Every line in the records below between the one holding "for (const r" and the one holding "ctx.font = font", inclusive, is to be set down exactly; all other lines are to be left out.

Stored items:
________
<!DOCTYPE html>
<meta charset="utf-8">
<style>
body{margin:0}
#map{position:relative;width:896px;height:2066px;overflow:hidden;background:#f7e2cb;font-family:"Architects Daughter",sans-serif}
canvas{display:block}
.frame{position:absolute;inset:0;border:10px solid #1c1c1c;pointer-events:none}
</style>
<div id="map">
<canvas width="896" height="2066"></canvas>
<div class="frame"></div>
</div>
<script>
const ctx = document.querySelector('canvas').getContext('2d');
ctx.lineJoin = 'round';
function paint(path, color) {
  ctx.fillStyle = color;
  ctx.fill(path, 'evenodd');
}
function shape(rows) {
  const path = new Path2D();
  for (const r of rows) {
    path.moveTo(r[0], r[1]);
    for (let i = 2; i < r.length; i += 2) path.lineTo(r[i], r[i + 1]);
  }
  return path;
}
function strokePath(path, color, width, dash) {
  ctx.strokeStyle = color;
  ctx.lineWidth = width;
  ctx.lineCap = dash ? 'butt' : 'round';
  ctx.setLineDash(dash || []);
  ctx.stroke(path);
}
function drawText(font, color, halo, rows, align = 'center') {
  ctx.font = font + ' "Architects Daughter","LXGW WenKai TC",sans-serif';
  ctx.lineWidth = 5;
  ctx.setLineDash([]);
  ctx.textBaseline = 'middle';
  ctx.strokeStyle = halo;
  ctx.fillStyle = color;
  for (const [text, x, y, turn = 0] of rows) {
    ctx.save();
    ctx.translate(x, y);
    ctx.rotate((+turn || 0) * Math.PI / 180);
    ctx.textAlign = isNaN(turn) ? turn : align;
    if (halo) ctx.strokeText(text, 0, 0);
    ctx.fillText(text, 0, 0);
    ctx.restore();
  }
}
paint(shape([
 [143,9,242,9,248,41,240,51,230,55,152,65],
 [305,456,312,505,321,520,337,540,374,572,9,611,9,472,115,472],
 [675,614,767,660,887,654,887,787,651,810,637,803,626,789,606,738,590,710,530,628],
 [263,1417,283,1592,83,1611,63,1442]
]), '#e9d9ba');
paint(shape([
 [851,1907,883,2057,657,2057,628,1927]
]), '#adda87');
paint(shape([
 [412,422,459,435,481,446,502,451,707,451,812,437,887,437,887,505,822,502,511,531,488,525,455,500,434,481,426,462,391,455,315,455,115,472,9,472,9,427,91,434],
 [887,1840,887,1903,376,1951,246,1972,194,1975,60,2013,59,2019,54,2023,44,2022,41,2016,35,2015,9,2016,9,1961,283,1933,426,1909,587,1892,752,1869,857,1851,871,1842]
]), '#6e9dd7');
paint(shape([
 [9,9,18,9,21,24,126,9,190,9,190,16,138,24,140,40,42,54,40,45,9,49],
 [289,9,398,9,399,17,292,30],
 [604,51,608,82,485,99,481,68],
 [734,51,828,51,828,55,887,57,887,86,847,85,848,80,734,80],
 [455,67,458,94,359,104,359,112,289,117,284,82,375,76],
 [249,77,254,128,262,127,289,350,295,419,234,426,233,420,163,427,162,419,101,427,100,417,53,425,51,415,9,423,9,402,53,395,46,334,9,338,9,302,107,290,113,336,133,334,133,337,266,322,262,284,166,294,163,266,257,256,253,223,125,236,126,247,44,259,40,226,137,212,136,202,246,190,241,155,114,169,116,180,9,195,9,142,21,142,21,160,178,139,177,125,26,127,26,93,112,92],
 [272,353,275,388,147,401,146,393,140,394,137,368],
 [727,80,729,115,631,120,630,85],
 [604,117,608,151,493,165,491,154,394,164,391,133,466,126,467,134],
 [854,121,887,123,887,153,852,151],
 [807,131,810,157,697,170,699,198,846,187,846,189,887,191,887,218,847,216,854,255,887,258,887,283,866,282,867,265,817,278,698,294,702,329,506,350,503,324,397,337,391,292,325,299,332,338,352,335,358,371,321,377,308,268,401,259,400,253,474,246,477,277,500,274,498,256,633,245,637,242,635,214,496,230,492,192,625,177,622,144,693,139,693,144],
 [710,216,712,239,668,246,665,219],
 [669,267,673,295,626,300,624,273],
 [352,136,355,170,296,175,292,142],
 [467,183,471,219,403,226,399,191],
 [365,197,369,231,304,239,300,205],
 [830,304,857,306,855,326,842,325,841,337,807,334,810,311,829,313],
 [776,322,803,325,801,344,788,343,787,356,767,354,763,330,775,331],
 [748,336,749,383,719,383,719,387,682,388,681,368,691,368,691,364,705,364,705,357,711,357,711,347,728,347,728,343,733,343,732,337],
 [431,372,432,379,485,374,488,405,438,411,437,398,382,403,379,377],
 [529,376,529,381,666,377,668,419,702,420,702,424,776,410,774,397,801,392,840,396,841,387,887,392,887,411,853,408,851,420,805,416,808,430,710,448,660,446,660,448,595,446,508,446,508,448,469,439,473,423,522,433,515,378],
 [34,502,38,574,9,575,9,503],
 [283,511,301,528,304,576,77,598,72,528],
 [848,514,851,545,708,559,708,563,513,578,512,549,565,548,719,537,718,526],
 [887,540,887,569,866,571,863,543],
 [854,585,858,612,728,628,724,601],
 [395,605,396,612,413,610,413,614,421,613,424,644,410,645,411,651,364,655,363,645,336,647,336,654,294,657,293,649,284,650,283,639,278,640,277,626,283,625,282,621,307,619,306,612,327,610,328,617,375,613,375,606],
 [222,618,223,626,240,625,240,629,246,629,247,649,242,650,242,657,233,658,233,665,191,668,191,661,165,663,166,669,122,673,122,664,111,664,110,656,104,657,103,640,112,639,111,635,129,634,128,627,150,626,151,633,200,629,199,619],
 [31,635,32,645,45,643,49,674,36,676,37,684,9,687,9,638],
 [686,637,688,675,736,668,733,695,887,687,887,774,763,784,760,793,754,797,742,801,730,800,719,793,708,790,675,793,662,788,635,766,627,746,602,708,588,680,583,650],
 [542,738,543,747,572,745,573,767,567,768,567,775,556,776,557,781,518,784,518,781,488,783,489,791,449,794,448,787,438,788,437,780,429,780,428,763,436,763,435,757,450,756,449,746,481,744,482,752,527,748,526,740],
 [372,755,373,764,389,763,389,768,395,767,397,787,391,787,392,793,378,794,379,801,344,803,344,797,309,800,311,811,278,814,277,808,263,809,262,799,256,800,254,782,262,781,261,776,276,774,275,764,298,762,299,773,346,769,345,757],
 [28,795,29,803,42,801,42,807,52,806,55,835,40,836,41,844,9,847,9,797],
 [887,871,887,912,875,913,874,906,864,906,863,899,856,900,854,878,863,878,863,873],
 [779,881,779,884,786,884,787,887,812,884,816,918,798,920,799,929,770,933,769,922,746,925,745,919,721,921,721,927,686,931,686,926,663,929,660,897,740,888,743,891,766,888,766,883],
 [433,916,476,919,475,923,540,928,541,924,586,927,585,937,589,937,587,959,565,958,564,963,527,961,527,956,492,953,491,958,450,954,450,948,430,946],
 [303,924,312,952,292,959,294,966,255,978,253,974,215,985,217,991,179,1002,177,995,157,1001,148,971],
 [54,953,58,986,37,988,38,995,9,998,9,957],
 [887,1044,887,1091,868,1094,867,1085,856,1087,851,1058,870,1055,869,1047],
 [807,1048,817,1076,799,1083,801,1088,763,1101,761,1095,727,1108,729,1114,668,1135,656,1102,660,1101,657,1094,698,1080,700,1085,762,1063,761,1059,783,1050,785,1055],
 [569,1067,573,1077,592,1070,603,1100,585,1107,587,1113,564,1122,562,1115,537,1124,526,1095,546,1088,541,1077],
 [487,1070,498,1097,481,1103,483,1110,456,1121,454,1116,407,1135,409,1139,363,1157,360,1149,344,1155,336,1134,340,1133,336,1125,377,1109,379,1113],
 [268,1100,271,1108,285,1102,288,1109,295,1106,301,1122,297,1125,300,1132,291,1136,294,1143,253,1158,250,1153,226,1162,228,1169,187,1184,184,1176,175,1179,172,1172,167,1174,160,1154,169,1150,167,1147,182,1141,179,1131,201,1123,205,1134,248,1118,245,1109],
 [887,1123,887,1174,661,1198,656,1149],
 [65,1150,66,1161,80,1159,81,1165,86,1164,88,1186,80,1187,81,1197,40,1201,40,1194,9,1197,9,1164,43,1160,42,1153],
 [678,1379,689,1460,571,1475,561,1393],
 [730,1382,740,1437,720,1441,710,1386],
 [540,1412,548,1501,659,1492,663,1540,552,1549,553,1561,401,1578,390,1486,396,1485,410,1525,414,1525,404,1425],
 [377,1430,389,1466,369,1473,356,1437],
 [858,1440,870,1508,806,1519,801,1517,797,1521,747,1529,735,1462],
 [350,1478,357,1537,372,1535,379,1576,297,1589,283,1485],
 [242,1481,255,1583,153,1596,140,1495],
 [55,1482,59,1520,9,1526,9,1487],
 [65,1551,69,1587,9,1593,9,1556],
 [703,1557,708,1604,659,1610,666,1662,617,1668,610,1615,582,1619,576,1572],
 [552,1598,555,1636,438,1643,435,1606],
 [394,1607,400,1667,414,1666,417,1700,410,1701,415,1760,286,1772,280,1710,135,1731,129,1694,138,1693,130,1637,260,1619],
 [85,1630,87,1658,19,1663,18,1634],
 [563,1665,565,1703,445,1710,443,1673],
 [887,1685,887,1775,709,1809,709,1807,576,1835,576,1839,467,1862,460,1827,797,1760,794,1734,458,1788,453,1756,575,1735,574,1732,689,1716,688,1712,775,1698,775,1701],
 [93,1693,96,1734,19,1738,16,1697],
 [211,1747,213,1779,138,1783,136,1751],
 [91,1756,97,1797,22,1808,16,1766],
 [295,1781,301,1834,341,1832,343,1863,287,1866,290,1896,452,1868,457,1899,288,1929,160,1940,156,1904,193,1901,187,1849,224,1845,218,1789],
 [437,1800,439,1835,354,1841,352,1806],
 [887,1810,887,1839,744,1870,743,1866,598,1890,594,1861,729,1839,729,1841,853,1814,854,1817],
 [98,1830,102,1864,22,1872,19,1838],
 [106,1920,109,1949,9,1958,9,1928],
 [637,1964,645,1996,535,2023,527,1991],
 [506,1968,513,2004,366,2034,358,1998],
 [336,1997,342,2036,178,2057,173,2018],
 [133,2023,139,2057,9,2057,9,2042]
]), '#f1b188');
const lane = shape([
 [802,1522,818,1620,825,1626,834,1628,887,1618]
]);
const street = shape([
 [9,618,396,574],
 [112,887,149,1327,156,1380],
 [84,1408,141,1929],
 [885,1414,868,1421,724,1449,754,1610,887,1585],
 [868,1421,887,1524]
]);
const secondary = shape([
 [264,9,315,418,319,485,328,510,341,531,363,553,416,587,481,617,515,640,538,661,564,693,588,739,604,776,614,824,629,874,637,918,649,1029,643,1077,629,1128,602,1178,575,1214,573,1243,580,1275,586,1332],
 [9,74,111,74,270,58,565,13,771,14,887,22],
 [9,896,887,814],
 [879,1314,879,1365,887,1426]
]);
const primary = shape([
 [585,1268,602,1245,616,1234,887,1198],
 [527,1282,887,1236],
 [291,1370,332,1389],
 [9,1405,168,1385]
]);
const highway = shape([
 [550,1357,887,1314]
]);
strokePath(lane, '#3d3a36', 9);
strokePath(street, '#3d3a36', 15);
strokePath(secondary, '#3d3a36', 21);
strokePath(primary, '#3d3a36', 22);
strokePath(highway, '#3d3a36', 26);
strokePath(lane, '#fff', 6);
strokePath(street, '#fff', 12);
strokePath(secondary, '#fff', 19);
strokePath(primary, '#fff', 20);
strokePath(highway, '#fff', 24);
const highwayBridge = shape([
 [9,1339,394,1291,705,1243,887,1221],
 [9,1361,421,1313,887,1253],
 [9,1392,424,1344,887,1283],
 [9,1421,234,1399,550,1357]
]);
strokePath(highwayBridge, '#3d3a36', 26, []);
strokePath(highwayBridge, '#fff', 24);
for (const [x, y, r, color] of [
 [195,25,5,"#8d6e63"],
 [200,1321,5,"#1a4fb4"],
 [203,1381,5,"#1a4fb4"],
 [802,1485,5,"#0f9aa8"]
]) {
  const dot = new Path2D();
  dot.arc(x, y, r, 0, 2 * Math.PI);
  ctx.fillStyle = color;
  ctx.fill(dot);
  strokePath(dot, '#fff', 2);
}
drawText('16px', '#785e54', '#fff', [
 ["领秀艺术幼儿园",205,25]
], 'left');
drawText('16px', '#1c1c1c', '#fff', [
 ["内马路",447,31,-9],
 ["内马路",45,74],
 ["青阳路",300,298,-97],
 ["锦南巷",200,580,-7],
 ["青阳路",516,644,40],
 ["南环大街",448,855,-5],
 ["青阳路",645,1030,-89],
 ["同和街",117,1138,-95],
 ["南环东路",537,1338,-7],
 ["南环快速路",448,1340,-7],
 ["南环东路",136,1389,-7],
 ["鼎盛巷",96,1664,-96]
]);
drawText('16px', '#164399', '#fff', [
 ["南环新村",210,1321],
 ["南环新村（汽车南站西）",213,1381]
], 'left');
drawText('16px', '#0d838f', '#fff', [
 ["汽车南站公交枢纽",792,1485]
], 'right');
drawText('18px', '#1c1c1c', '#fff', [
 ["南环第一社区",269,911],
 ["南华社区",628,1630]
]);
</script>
________
▶ **ANSWER TO THIS TASK**
  for (const r of rows) {
    path.moveTo(r[0], r[1]);
    for (let i = 2; i < r.length; i += 2) path.lineTo(r[i], r[i + 1]);
  }
  return path;
}
function strokePath(path, color, width, dash) {
  ctx.strokeStyle = color;
  ctx.lineWidth = width;
  ctx.lineCap = dash ? 'butt' : 'round';
  ctx.setLineDash(dash || []);
  ctx.stroke(path);
}
function drawText(font, color, halo, rows, align = 'center') {
  ctx.font = font + ' "Architects Daughter","LXGW WenKai TC",sans-serif';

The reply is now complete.